Bank Group Participates in Discussions on Greenbelt
The Bank Group participated in a two-day meeting of experts and the ministerial conference on the great greenbelt and the inland basin project, which took place from February 12-13, 2008, in Saly Portudal, Senegal. The great greenbelt is an initiative of the Community of Sahel-Saharan States (CEN-SAD) that has been endorsed by the African Union and it is part of NEPAD’s environment action plan. The initiative is a 15 Km wide greenbelt stretching from Dakar to Djibouti and it contains wildlife that has been chosen for its ability to adapt to draught and can serve the region’s economic interest. Besides its wildlife units that are capable of developing production systems, the initiative also includes a network of inland basins and other basic social infrastructure.
The meeting aimed at identifying the greenbelt path and defining its structure and components, especially the fauna and flora. It also examined the role of the inland basins in the implementation of the Great Greenbelt, examined the terms of reference for the design of the greenbelt project document, and estimated the project cost and financing modalities.
Speaking during the event, Bank Group Resident Representative in Senegal, Mohamed H’Midouche, said that it was time "to consider poverty and desert encroachment as a single scourge." He added that "it was not enough to think of resolving the issue of the region’s vulnerability by attacking the symptoms which include famine, low household income and rural exodus, but rather striking at the roots of the problem, which is a lack of adequate management of water resources."

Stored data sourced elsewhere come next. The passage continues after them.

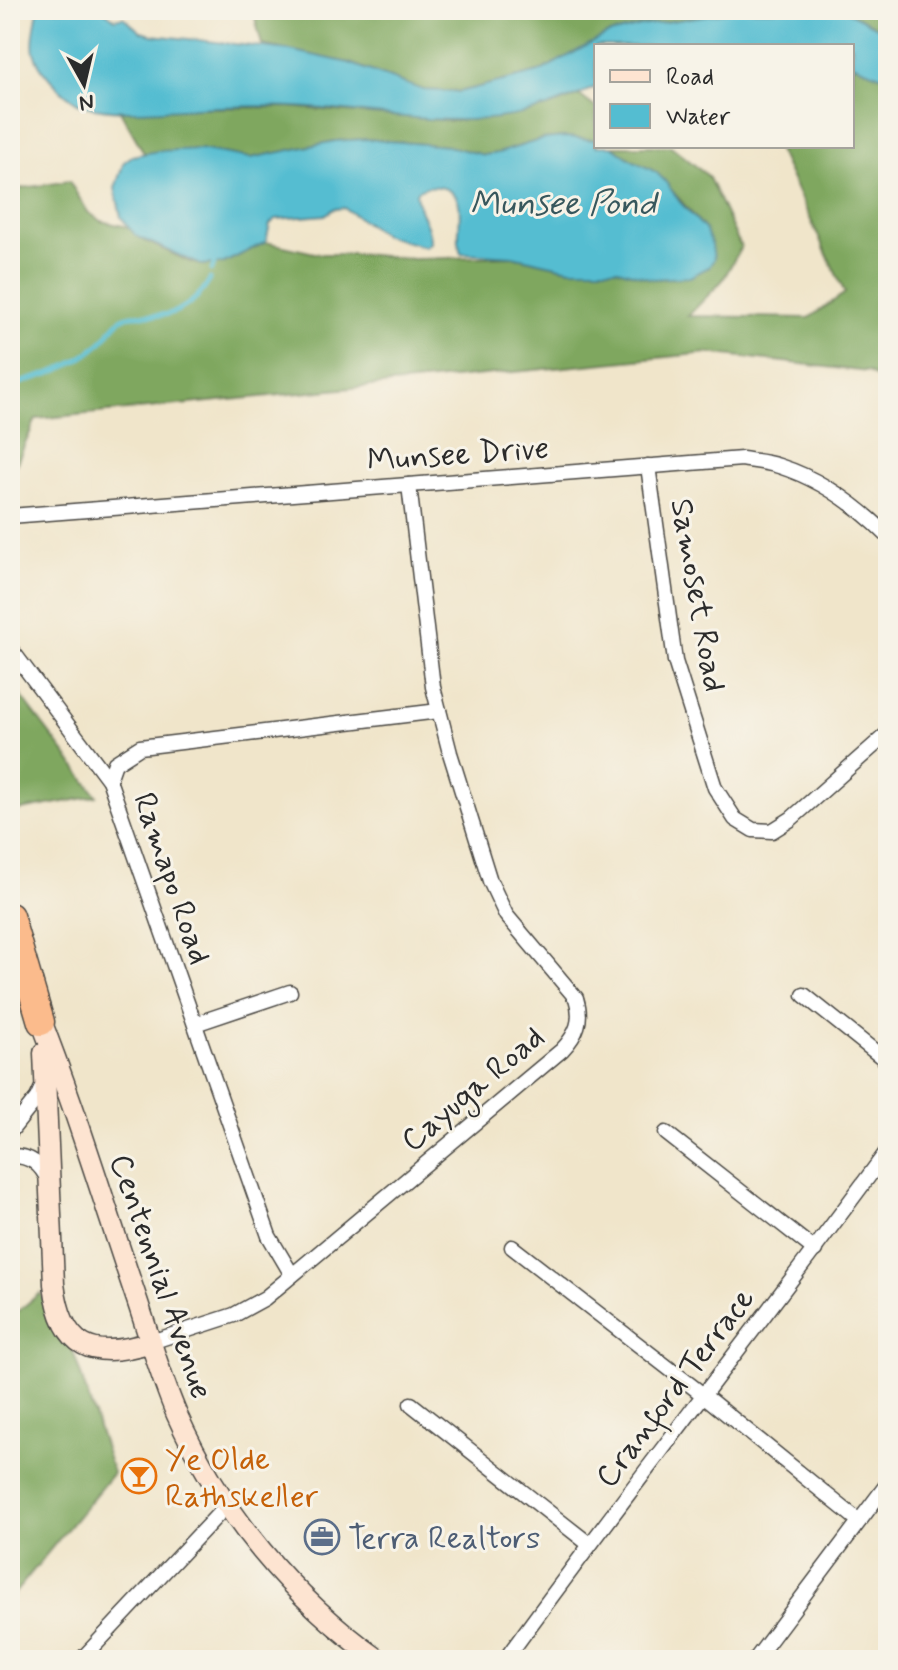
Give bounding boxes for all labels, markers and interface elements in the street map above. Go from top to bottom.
north arrow [44,44,124,124]
legend [594,44,854,148]
text: Road [666,62,714,93]
text: N [77,87,96,117]
text: Water [666,102,731,133]
water label: Munsee Pond [470,182,660,227]
street label: Munsee Drive [366,428,551,482]
street label: Samoset Road [659,495,735,695]
street label: Ramapo Road [122,787,220,970]
street label: Cayuga Road [393,1017,555,1163]
street label: Centennial Avenue [99,1149,222,1405]
street label: Cranford Terrace [587,1280,766,1498]
place label: Ye Olde Rathskeller [165,1439,319,1518]
bar icon: Ye Olde Rathskeller [120,1457,158,1495]
office icon: Terra Realtors [303,1518,341,1556]
place label: Terra Realtors [348,1518,540,1560]

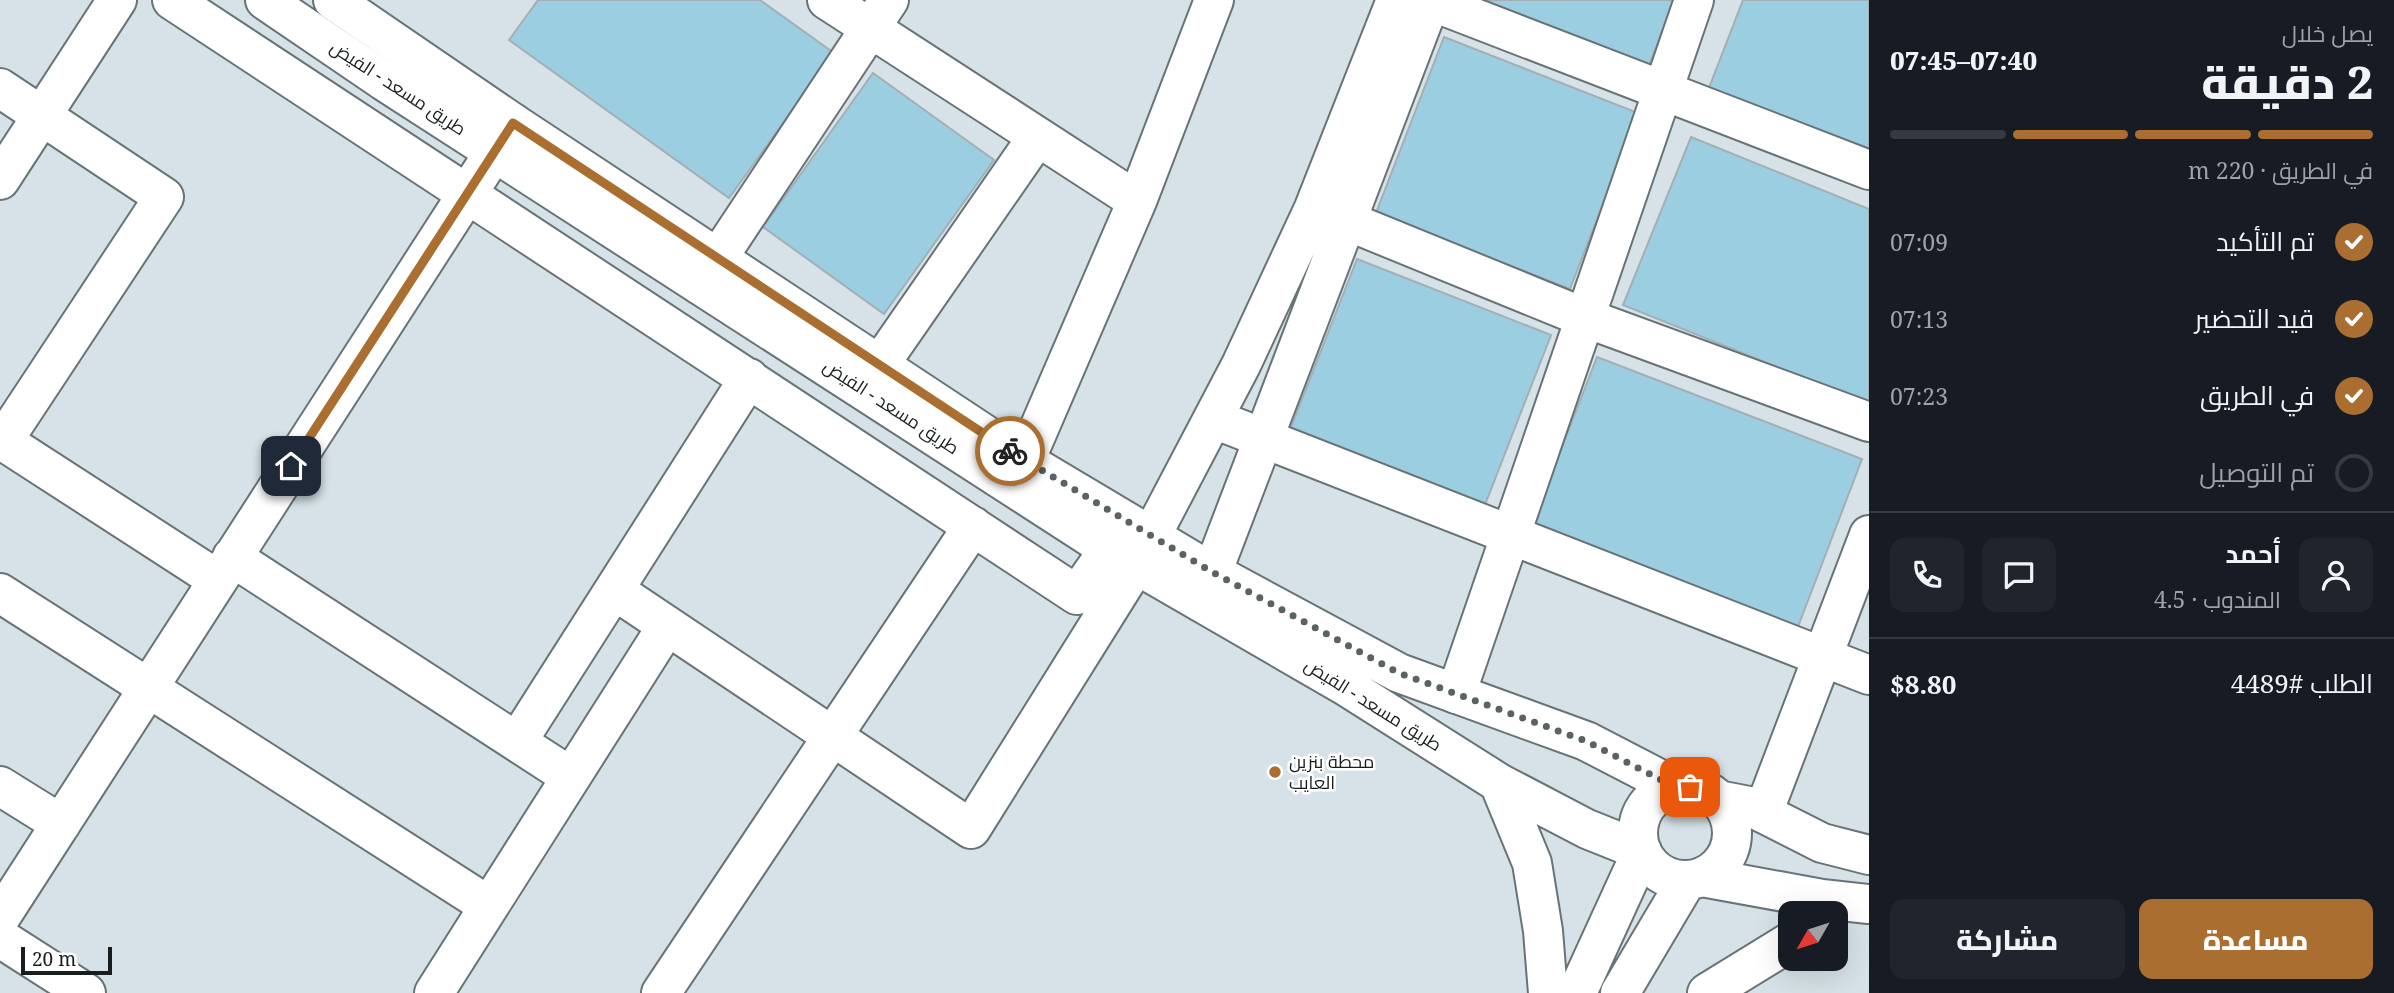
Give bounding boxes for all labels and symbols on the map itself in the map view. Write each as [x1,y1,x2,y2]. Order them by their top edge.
street label: طريق مسعد - الفيض [325,34,471,141]
street label: طريق مسعد - الفيض [818,353,964,460]
courier [975,416,1045,486]
pin [261,436,321,496]
street label: طريق مسعد - الفيض [1300,652,1447,757]
place label: محطة بنزين العايب [1289,749,1374,794]
pin [1660,757,1720,817]
marker: محطة بنزين العايب [1267,764,1283,780]
north arrow [1778,901,1848,971]
scale bar [21,944,112,976]

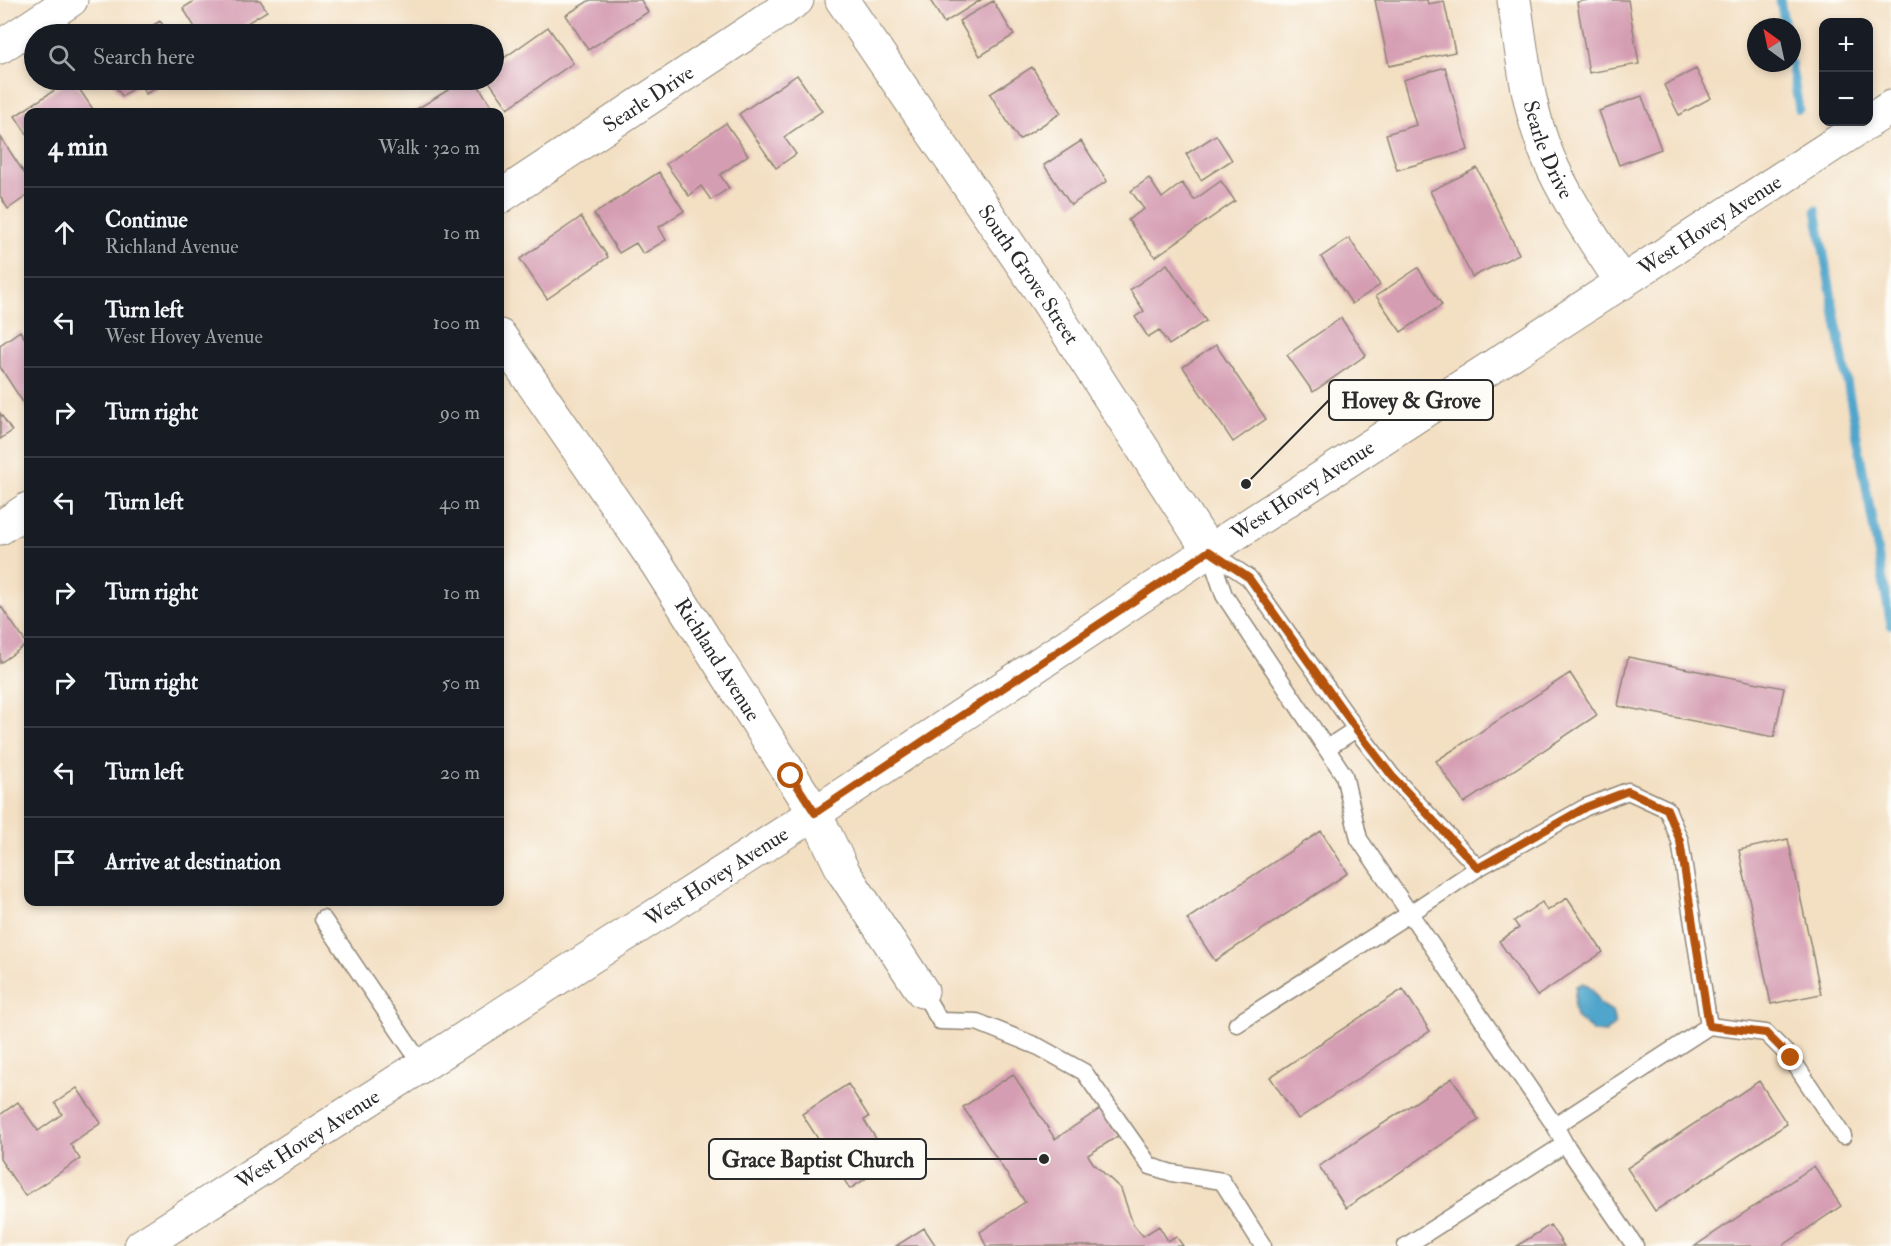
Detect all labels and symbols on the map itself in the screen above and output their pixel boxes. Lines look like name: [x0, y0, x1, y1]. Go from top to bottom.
north arrow: [1747, 18, 1801, 72]
street label: Searle Drive: [598, 59, 699, 138]
street label: Searle Drive: [1517, 98, 1580, 204]
street label: West Hovey Avenue: [1632, 168, 1787, 282]
street label: South Grove Street: [972, 199, 1085, 350]
callout: Hovey & Grove: [1329, 380, 1493, 420]
text: Hovey & Grove: [1341, 387, 1482, 416]
street label: West Hovey Avenue: [1225, 433, 1380, 547]
street label: Richland Avenue: [669, 593, 767, 726]
route start: [777, 762, 803, 788]
street label: West Hovey Avenue: [639, 820, 794, 933]
route end: [1777, 1044, 1803, 1070]
street label: West Hovey Avenue: [230, 1083, 385, 1196]
callout: Grace Baptist Church: [709, 1139, 926, 1179]
text: Grace Baptist Church: [722, 1146, 915, 1175]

The two day deliberations ended with the adoption of a report and a resolution by experts. Wednesday’s ministerial meeting was chaired by Senegalese President, Abdoulaye Wade, who is also the coordinator of the NEPAD environment component. The countries involved with the greenbelt project include Senegal, Mauritania, Mali, Burkina Faso, Niger, Nigeria, Chad, Sudan, Ethiopia, Eritrea and Djibouti.
The event brought together representatives of African and European countries, as well as experts of international organizations such as the African Union, FAO, the Permanent Interstate Committee for drought control in the Sahel (CILSS), the EU, Sahara and Sahel Observatory (SSO), the West African Economic and Monetary Union (WAEMU), UNDP, the Islamic Development Bank (IsDB), the World Conservation Union (IUCN) and the Community of Sahel-Saharan States (CEN-SAD).